Beradat dan Bermartabat

Desa Terindah dengan Masyarakat Beradat dan Bermartabat


            Desa Pariangan terletak di Luhak Tanah Datar (Luhak Nan Tuo), dinamakan dengan luhak nan tuo karena luhak ini diyakini sebagai luhak pertama yang terbentuk di Minangkabau dan disinilah terdapatnya nagari tertua di Minangkabau yaitu nagari Pariangan. Kondisi Sosiologis Masyarakat disini digambarkan dalam Tambo sebagai “Buminyo Lembang, Aia nyo Tawa, Ikannyo Banyak (Buminya Lembang, Airnya Tawar dan Ikannya Banyak).[1]

   Ini mengindikasikan bahwa masyarakat disini sangat menjunjung nilai-nilai kebersamaan dan memiliki budi pekerti yang bagus serta menyayangi antar sesama. Maka sangat pantas bahwa kiblat adat di Minangkabau ini kepada Pariangan, sesuai dengan pepatah adat: “Baradaik ka Pariangan, Barajo ka Pagaruyuang”. Ungkapan ini mengindikasikan kalau masyarakat Pariangan bermartabat dan menjunjung tinggi nilai-nilai adat yang berlaku di tengah-tengah masyarakat.
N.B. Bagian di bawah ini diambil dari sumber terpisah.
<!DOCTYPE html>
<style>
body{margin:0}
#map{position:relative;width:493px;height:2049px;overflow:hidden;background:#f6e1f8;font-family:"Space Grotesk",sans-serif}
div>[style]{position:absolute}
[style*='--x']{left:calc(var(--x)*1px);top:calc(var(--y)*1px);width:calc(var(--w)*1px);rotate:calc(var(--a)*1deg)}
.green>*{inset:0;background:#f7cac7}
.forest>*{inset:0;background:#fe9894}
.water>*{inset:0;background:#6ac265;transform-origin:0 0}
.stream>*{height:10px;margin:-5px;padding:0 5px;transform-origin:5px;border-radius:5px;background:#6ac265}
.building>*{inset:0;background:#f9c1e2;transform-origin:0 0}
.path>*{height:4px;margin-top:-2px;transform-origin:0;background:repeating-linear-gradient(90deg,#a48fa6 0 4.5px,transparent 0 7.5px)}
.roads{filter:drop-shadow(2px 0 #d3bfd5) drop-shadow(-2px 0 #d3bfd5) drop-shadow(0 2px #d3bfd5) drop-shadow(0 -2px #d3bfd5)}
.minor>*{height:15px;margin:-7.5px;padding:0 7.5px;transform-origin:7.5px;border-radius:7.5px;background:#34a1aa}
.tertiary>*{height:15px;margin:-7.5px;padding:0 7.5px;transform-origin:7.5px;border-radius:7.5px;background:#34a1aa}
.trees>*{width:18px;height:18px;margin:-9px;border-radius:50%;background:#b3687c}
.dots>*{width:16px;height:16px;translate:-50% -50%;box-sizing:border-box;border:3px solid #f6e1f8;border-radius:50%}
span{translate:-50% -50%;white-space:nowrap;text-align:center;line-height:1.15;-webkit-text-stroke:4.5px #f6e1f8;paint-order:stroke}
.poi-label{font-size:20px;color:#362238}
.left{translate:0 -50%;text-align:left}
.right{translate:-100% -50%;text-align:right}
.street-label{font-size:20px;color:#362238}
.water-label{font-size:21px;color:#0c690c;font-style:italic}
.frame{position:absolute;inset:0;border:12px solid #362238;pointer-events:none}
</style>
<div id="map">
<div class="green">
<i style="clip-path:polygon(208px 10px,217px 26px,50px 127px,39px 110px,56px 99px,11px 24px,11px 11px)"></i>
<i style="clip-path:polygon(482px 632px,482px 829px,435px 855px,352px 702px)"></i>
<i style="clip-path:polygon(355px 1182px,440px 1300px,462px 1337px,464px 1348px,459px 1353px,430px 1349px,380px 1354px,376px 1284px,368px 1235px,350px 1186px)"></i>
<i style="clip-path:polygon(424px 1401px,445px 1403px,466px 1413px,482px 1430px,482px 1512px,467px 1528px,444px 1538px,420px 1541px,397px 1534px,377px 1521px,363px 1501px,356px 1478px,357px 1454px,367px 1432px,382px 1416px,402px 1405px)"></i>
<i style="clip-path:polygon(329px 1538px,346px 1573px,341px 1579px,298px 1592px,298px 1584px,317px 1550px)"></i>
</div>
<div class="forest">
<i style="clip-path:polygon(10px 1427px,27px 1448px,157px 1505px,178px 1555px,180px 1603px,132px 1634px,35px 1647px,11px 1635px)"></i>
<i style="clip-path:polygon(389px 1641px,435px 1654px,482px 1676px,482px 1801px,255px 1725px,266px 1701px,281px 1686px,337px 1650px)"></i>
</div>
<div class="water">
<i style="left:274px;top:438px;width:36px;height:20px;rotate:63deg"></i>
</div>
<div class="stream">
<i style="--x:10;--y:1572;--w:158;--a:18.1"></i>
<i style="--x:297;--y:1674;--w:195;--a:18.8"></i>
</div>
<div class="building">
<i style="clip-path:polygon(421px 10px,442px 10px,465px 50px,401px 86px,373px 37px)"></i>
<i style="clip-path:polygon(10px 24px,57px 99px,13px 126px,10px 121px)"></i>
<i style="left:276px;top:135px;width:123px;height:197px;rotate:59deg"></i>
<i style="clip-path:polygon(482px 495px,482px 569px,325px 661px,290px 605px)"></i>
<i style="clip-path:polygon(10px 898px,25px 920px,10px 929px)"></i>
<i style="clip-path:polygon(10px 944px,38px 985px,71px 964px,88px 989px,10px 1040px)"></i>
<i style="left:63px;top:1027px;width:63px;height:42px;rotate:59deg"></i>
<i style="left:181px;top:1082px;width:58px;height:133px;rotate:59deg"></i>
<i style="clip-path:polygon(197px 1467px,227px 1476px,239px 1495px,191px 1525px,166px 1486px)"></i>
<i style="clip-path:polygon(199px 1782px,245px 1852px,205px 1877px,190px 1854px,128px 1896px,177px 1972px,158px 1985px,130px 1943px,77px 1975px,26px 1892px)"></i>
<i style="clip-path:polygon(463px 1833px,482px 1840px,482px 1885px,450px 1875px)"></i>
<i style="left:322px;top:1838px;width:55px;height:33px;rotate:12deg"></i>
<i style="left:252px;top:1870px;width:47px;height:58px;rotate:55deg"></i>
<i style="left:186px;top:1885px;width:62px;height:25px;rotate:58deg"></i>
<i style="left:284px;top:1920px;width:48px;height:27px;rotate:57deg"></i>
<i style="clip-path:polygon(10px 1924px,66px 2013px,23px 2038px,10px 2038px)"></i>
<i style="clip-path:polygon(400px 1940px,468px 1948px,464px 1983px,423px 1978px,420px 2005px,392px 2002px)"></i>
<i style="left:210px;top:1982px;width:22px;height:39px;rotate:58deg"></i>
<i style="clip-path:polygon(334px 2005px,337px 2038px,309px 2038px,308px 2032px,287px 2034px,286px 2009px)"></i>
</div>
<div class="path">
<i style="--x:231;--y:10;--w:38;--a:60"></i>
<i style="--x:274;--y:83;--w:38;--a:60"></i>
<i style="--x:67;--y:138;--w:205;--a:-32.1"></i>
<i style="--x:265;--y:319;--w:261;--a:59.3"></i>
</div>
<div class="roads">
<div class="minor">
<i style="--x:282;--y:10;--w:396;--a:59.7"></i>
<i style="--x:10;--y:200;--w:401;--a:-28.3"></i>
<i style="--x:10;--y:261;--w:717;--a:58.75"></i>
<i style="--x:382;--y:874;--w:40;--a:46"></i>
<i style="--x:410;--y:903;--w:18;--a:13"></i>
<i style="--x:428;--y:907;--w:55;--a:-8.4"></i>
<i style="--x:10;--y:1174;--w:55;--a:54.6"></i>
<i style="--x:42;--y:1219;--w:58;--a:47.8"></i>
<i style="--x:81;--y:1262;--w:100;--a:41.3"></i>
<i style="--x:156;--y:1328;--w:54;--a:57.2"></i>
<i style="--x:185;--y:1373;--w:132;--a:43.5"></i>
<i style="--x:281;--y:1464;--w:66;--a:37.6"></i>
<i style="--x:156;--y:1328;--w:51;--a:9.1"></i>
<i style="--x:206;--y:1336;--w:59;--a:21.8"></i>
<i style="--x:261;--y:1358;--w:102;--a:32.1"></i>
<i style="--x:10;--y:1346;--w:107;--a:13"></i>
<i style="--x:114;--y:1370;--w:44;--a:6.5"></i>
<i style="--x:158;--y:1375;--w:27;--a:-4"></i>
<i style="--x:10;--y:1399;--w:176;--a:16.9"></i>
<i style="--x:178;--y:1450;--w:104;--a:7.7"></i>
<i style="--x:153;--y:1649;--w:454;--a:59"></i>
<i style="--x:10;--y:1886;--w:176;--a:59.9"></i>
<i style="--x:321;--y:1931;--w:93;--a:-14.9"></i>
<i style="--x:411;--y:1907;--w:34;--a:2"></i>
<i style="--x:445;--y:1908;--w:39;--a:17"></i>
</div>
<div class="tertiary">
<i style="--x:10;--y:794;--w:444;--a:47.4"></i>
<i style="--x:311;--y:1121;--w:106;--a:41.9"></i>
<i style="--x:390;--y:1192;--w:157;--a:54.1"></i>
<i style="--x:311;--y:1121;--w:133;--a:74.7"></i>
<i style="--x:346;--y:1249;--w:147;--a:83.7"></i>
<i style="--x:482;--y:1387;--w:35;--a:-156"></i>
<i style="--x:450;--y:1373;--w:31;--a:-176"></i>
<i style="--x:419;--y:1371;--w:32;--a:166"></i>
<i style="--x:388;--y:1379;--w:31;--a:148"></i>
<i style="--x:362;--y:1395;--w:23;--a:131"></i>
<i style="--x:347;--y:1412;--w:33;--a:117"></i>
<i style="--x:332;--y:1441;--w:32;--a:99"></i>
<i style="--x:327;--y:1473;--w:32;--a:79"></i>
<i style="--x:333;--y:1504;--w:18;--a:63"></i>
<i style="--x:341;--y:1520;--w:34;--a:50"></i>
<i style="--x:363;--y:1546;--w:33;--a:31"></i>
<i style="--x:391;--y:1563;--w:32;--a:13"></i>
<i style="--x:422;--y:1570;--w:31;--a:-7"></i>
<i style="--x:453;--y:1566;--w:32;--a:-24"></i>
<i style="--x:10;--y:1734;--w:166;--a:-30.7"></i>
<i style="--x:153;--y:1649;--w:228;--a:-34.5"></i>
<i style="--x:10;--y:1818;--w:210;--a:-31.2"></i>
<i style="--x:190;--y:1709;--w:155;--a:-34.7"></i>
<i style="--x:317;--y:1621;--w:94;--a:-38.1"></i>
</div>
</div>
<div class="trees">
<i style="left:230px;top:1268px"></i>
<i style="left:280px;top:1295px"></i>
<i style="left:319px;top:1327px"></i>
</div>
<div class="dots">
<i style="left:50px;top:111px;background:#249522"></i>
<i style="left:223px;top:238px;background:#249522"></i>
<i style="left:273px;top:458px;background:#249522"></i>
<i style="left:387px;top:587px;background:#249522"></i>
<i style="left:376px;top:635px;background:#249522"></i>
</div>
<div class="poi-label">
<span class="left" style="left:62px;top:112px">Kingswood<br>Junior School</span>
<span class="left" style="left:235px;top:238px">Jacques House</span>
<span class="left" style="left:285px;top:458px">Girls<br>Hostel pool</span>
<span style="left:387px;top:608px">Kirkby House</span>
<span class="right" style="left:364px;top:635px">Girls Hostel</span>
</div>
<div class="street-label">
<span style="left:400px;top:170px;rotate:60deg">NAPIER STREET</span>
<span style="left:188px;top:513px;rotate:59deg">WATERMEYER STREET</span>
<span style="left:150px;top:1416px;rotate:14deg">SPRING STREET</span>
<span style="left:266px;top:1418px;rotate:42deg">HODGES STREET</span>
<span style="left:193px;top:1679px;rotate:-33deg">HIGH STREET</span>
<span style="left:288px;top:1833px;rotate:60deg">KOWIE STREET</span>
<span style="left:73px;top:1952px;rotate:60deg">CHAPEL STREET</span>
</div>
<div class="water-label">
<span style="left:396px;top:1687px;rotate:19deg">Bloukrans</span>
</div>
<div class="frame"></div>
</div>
Nilai adat tersebut juga berafiliasi dengan nilai-nilai agama dan saling ketergantungan antara satu dengan yang lain ; Si Muncak mati tarambau, ka Ladang mambao Ladiang, lukolah paho kaduonyo, Adat jo Syara’ di Minangkabau, ibarat Aua jo Tabiang, sanda manyanda kaduonyo.[2] Pepatah adat ini mengindikasikan bahwa Adat memiliki hubungan yang erat dengan nilai-nilai agama. Ini dapat kita lihat dari arsitek bangunan Rumah Gadang yang Paling atas yaitu Gonjoang. Bintang di Puncaknya melambangkan ketuhanan yang maha esa sedangkan Segi lima yang melingkarinya melambangkan Pancasila dasar negara Republik Indonesia.


Dalam rangka melestarikan adat, kebudayaan, agama dan pembangunan di Nagari Pariangan tidak bisa dilepaskan dari peran serta Tungku Tigo Sajarangan atau Tali Tigo Sapilin.[1] Tungku Tigo Sajarangan ini adalah Niniak Mamak, Alim Ulama dan Cadiak Pandai, sesuai dengan pepatah adat: “Panghulu lantai nagari, cadiak pandai pagaran kokoh, alim ulama suluah bendang, bundo kanduang hiasan kampuang”. Ketiga unsur ini menjadi panutan dalam kehidupan baik beradat, beragama dan bermasyarakat. 

Ketiga unsur ini memeliki hubungan emosional yang bagus, saling mensupport antara yang satu dengan yang lain, meskipun niniak mamak (penghulu) memiliki kedudukan tertinggi secara adat di Pariangan, namun tetap mau bergaul dan dekat dengan pemuda sehingga pemuda bisa menempatkan dirinya sebagai kemenakan yang patuh pada pemimpinnya. Tokoh Alim Ulama dan Cadiak Pandai juga sangat membuka diri dengan pemuda Pariangan dengan ikut dalam berbagai aktivitas pemuda seperti olahraga dan Kesenian sehingga tidak adalagi gap antara yang satu dengan yang lain.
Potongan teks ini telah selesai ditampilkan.